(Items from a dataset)
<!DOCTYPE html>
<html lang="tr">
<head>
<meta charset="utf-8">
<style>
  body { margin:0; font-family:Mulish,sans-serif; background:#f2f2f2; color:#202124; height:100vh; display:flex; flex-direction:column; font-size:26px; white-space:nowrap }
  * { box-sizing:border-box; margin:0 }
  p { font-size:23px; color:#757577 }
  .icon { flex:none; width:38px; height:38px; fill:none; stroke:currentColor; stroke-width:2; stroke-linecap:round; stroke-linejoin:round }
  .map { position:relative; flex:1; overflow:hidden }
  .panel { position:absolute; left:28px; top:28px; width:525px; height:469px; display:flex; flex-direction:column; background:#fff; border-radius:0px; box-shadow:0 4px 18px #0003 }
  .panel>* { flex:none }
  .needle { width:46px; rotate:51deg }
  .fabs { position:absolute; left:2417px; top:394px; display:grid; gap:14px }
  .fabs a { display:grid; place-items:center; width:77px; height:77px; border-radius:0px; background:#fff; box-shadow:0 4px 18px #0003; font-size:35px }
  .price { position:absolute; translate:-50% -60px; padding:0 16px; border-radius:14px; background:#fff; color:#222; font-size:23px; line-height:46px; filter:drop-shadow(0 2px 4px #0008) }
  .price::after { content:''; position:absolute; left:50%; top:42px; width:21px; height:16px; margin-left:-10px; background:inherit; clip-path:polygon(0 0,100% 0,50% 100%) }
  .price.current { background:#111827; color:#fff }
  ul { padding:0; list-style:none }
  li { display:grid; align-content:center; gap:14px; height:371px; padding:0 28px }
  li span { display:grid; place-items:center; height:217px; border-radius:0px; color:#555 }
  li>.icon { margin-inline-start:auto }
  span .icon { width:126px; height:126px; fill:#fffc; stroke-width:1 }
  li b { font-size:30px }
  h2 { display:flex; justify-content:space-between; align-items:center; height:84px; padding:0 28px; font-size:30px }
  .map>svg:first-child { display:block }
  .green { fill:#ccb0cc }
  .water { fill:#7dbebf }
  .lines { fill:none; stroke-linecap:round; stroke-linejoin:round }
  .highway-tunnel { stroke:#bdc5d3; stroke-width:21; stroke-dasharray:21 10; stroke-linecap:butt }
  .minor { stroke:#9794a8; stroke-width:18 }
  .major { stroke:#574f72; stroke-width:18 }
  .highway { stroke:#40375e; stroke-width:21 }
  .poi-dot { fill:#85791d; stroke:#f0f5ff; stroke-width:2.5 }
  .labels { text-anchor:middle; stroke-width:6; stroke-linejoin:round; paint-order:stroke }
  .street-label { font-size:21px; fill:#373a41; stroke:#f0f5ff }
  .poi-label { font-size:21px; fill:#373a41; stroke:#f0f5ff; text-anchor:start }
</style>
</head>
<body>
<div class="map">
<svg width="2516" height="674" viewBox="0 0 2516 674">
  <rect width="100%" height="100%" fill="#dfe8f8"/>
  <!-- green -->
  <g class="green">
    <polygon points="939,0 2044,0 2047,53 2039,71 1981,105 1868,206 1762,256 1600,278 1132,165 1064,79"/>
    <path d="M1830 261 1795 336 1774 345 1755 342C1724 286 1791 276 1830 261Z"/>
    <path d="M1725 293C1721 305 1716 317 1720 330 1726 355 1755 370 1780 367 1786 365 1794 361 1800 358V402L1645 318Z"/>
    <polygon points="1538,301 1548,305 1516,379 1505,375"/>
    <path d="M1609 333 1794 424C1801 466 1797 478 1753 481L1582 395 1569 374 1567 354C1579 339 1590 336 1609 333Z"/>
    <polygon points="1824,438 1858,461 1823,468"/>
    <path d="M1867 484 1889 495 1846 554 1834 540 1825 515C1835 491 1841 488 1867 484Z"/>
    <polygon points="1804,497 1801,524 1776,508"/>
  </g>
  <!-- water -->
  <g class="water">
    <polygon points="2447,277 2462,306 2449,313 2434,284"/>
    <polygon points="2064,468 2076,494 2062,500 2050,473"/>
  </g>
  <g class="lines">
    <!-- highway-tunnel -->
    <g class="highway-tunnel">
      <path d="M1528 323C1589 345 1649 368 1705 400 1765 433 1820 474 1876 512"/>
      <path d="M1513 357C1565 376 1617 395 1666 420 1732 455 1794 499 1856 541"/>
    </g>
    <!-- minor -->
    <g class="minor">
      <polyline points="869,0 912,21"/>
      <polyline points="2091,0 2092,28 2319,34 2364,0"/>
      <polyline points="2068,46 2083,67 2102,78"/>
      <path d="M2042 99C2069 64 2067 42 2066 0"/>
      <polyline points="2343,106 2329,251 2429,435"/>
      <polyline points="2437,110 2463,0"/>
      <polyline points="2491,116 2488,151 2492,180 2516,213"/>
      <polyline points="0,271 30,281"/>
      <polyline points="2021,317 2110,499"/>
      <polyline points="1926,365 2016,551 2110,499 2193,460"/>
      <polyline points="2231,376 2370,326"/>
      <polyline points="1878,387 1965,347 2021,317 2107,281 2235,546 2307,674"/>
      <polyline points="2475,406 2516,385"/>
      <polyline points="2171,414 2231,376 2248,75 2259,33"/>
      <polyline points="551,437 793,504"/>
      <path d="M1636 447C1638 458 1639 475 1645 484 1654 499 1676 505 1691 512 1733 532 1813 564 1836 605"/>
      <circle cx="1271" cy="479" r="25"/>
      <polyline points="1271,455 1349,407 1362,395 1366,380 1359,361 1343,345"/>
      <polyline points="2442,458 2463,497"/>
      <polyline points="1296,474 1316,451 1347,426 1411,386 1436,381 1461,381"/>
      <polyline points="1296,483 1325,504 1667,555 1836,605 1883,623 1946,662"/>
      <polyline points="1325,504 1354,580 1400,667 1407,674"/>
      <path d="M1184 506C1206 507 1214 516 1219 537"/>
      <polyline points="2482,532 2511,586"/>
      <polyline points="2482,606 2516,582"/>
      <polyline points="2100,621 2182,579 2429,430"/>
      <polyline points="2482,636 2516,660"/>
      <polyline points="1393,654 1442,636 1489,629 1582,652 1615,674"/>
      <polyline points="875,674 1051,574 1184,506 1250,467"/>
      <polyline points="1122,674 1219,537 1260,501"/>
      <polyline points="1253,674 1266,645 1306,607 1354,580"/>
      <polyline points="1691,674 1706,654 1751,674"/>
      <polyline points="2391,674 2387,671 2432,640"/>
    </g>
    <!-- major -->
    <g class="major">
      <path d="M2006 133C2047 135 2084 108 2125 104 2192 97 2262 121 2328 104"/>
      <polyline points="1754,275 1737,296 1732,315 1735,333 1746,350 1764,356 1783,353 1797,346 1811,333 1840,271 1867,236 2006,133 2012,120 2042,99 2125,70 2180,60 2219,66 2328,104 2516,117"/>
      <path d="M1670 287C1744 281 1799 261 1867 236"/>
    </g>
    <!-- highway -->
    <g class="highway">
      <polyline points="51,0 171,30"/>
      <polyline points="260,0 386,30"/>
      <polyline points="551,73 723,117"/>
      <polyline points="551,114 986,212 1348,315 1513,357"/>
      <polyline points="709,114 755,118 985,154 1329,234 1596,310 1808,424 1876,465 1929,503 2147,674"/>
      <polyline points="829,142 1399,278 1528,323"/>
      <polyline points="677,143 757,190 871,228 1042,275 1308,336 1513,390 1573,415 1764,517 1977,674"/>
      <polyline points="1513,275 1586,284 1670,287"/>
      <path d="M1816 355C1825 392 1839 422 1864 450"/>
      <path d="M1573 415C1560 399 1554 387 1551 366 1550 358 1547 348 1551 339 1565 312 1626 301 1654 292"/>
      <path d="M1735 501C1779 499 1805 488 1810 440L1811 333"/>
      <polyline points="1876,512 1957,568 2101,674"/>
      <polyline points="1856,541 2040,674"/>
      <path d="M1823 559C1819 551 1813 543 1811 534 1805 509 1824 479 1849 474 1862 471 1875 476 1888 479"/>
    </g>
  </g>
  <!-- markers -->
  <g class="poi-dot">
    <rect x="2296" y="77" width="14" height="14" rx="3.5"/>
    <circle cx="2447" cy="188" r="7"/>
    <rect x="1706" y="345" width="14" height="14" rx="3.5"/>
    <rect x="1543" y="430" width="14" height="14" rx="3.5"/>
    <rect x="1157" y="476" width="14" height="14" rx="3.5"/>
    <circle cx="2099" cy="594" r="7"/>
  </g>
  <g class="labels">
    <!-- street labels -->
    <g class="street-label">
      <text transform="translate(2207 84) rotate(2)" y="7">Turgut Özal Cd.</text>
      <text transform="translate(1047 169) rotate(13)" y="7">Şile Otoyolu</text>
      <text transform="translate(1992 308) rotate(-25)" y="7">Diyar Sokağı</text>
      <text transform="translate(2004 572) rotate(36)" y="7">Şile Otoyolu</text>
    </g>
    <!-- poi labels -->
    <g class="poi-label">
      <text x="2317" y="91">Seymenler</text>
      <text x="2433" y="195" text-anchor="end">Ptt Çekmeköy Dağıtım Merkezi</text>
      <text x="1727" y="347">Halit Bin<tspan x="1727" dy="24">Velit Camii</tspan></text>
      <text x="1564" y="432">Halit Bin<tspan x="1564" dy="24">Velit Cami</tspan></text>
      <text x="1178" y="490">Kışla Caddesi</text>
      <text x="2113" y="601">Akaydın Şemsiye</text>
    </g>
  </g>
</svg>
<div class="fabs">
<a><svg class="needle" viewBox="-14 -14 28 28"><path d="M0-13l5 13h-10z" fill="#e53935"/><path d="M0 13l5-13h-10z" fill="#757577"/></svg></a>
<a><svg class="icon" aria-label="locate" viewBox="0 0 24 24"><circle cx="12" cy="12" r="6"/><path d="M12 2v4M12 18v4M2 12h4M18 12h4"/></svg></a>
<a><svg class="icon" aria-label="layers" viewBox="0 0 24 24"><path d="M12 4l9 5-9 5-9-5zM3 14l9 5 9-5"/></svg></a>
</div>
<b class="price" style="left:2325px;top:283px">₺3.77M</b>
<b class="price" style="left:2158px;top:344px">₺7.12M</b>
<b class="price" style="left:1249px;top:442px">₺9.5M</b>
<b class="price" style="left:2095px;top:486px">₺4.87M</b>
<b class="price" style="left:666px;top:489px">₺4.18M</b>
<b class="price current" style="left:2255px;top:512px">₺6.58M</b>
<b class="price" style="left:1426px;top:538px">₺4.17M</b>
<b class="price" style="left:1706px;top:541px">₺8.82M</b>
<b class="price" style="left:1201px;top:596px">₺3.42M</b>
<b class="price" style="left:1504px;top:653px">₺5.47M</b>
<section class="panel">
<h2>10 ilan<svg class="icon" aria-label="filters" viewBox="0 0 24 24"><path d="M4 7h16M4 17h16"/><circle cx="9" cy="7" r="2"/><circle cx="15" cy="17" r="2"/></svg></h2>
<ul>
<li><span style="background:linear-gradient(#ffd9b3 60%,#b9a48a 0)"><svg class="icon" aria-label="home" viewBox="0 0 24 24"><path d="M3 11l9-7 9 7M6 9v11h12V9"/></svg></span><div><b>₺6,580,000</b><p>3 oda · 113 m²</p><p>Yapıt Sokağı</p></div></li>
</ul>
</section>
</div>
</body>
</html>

> [Task directions]:
Given the data above, which lines hold the string "none"? Return them.

> [Response]:
  .icon { flex:none; width:38px; height:38px; fill:none; stroke:currentColor; stroke-width:2; stroke-linecap:round; stroke-linejoin:round }
  .panel>* { flex:none }
  ul { padding:0; list-style:none }
  .lines { fill:none; stroke-linecap:round; stroke-linejoin:round }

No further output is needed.